Durante la realización de un proyecto de esta envergadura, es inevitable la existencia de afecciones de tráfico rodado de circulación peatonal, a las que habrá que buscar soluciones provisionales. Para ello, se han establecido planos de usos definiendo los aparcamientos afectados, los comercios o los accesos privados y aportando las posibles soluciones al respecto. En todo momento se garantizará el acceso a vehículos de emergencia por las zonas de obras, gracias a la definición de carriles de emergencia.
En el caso de que el desarrollo de las obras se acometa en la superficie o zonas que requieran rampas, las normas generales de actuación serán:
Cuando el carril de circulación es de un único sentido, se procederá a ejecutar los carriles exteriores laterales mientras los vehículos circulan por la zona central de la calzada (futura plataforma). Una vez concluidos los carriles laterales, se restablecerá la circulación por ellos y empezando a construir por la plataforma central.
Para la construcción del túnel se habilitará un carril en cada lateral de la zona de obras, siempre que la anchura de la calle lo permita. La circulación provisional a lo largo de estos tramos se realizará por los márgenes de los viales, habilitando las zonas de estacionamiento existentes.
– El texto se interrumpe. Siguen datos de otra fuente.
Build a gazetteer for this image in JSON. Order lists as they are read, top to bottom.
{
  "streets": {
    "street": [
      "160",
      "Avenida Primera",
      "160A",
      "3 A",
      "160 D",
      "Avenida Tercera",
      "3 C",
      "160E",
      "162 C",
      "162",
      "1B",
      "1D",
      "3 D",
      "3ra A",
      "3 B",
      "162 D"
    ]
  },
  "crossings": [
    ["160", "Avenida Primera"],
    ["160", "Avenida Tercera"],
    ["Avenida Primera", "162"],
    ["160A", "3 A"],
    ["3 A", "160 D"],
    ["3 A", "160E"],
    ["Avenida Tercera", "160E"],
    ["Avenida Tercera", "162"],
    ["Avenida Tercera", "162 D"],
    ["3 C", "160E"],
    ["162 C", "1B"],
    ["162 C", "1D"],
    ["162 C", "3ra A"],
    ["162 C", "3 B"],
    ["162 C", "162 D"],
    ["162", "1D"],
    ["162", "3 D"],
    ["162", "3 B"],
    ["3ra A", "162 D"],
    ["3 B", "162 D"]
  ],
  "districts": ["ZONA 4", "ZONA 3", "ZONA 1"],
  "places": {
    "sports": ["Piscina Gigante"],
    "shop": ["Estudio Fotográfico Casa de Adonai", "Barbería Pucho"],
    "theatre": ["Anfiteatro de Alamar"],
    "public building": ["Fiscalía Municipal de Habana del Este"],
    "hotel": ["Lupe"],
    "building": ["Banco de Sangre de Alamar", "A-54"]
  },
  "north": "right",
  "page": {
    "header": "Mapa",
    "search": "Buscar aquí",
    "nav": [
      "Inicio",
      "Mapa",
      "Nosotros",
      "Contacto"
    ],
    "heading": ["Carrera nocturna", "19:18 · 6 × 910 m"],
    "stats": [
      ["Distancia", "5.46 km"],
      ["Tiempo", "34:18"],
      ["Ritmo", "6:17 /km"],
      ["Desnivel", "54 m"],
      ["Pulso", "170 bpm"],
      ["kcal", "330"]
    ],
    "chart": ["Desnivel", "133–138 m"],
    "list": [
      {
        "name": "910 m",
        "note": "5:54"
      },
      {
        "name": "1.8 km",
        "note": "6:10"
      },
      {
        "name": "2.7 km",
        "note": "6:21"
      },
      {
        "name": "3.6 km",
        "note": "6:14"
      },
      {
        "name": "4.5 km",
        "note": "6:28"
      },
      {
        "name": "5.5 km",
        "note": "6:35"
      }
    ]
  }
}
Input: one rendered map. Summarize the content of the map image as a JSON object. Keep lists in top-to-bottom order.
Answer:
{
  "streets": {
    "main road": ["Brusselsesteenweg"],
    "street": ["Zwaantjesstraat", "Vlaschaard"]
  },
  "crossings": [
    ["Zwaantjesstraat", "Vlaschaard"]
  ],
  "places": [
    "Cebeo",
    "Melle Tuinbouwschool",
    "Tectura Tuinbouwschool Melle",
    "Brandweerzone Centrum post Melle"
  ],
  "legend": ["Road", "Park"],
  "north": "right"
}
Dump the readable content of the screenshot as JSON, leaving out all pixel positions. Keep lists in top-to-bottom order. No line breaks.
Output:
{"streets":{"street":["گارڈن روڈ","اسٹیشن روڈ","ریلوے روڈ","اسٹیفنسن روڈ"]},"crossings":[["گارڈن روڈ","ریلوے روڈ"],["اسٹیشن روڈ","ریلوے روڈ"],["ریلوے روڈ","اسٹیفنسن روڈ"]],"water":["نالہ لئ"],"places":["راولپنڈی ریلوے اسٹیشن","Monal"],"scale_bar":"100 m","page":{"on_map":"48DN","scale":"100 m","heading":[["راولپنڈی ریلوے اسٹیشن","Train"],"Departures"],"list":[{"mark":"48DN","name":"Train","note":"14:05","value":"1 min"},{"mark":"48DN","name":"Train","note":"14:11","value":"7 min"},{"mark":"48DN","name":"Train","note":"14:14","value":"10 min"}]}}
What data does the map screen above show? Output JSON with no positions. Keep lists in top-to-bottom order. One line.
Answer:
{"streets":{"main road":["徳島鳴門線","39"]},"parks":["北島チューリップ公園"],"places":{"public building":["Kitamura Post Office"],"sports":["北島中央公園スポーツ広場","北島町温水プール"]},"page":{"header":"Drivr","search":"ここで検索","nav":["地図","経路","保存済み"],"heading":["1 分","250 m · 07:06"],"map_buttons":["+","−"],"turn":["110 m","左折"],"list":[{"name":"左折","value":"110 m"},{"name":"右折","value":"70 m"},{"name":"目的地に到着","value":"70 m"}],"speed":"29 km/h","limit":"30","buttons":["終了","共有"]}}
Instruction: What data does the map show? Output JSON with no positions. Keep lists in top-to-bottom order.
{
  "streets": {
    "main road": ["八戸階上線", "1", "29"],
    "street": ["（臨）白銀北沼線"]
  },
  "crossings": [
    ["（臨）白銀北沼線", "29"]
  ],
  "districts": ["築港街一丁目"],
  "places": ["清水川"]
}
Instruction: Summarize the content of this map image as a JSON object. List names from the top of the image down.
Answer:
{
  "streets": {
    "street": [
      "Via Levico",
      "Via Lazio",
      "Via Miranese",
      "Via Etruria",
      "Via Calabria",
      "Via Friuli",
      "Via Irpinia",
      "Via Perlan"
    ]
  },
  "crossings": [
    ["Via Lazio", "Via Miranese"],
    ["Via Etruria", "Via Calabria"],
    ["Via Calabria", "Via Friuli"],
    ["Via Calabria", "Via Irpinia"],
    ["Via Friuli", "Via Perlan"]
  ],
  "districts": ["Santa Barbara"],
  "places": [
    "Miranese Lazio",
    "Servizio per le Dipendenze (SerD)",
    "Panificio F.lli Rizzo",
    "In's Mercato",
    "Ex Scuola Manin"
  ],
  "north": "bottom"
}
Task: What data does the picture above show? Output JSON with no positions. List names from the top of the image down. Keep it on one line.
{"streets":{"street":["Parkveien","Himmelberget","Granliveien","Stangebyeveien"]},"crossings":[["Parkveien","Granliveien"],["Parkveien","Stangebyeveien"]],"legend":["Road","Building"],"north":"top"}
Si la amplitud de la calle no permitiera disponer un carril para cada uno de los sentidos, se desviará el tráfico provisionalmente por vías paralelas.
Cuando el desarrollo de las obras provoque una confluencia con alguna de las principales arterias de entrada a la ciudad se optará por ejecutarla en varias fases, manteniendo la capacidad de tráfico por la zona afectada o, en su defecto, una leve disminución en su capacidad de absorción del tráfico rodado.
En los cruces de menor trascendencia no se propondrán desvíos alternativos. La actuación se centrará en escalonar la obra en distintas fases, con el fin de no afectar a varios cruces consecutivos durante el mismo periodo.
La construcción de las estaciones subterráneas requiere una ocupación máxima de la vía, debido a la complejidad y magnitud de las obras. Ante la imposibilidad de habilitar un carril provisional a ambos lados, la opción más viable es el desvío provisional del tráfico a través de itinerarios alternativos por trayectos próximos o la ejecución parcial –por mitades- de los muros pantalla y la losa de cubierta.